*PROMPT*.
From the records below, work out how many lines contain "down". Reply with that number alone.

(Records from a collection)
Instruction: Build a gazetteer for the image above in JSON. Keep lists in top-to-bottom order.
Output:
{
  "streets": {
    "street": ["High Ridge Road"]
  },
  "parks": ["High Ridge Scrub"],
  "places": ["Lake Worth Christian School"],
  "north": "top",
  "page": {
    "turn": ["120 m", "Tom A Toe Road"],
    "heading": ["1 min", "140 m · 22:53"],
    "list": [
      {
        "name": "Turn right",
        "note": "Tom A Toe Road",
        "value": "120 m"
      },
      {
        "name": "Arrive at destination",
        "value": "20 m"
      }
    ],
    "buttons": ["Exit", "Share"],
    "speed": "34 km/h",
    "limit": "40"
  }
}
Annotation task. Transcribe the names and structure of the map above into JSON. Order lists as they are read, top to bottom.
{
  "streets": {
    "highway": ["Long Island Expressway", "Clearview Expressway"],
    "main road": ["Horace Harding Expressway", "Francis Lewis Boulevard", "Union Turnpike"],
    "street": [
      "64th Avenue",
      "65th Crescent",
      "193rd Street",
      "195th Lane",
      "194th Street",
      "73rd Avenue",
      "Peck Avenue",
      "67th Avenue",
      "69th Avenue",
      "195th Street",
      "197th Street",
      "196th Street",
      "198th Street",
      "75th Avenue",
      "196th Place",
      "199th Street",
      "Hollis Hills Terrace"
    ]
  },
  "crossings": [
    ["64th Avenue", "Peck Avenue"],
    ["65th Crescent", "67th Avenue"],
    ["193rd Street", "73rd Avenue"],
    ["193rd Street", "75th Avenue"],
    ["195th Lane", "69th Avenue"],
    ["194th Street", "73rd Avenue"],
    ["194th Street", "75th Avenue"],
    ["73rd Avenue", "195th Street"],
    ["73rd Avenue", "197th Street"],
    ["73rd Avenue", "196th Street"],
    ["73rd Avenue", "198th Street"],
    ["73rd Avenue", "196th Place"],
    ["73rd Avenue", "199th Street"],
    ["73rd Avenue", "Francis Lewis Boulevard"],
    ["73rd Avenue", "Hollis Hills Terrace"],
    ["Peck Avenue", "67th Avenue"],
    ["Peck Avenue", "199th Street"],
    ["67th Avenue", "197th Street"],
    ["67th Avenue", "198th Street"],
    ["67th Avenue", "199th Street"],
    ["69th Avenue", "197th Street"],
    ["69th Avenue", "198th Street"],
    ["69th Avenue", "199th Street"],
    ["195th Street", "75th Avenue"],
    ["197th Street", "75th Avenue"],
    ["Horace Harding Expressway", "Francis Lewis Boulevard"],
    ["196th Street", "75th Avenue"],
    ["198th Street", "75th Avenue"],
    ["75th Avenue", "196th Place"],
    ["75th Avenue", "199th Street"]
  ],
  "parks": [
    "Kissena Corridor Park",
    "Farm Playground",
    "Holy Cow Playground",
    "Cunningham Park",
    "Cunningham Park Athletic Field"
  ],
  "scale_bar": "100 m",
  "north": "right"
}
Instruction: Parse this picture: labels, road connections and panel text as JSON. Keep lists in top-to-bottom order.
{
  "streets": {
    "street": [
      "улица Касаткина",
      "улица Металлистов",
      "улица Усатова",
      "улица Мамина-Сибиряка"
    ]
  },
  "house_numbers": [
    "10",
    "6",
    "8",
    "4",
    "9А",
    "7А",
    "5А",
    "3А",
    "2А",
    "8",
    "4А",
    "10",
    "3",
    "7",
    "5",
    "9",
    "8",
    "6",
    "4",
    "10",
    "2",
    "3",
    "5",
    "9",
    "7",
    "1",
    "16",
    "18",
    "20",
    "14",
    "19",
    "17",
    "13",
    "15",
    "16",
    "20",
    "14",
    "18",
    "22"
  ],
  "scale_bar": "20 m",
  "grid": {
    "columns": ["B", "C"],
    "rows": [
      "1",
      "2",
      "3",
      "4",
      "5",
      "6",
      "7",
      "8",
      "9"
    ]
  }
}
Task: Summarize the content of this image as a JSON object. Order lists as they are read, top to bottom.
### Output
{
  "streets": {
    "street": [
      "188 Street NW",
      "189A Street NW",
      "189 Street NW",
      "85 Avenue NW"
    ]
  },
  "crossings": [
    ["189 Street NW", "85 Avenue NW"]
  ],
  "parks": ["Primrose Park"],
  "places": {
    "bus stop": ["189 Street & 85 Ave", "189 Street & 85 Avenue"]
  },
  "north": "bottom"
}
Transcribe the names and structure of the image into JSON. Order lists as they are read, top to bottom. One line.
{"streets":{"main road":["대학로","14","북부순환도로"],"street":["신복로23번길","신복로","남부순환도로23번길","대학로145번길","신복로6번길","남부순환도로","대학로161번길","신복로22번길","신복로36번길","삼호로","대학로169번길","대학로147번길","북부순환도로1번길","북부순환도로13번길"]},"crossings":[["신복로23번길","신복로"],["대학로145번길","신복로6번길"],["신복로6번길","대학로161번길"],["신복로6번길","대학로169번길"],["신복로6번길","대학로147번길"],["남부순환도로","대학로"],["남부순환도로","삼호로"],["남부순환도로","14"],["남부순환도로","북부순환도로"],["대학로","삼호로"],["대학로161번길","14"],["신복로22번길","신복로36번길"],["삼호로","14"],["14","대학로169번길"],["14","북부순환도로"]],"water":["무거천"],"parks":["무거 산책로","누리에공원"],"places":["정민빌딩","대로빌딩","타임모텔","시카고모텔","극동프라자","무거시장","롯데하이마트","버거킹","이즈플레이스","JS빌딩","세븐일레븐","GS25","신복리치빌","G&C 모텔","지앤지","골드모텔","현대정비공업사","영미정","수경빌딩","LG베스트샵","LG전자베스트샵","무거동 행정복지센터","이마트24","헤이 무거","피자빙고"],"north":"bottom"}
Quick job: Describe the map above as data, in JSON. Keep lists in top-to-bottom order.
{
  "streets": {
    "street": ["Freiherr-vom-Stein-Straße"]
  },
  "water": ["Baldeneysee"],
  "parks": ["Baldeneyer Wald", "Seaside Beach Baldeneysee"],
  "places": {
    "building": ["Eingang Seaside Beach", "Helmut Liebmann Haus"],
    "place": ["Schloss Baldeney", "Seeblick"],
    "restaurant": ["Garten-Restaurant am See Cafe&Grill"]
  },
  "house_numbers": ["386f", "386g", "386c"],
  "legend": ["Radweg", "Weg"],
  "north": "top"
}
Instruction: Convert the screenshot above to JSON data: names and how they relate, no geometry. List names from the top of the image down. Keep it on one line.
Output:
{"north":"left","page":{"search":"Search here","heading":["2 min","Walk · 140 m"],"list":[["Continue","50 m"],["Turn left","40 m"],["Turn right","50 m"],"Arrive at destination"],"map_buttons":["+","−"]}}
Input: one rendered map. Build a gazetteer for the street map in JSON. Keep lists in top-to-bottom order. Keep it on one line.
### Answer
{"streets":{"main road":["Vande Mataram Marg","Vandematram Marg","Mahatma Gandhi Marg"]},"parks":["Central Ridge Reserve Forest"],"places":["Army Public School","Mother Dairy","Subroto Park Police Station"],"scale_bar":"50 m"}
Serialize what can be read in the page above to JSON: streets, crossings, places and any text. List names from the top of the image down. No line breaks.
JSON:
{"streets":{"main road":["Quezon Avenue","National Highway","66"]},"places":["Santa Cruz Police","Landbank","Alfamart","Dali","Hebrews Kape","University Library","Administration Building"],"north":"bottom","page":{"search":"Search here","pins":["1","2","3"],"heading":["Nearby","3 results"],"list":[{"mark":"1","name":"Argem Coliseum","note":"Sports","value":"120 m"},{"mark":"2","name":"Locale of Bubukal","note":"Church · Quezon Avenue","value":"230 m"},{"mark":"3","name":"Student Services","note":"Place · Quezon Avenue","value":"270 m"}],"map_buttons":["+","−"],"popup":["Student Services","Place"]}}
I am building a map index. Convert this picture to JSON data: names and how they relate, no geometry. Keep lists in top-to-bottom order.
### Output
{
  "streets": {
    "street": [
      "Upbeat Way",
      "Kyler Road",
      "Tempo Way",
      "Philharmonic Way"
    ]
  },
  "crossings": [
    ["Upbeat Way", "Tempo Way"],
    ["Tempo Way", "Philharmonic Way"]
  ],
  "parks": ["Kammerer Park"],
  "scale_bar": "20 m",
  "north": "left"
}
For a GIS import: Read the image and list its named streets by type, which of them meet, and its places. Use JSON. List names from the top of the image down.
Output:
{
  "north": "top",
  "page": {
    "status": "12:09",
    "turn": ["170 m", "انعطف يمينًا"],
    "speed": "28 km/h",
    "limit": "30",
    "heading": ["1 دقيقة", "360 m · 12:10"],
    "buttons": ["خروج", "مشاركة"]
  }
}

*ANSWER*.
3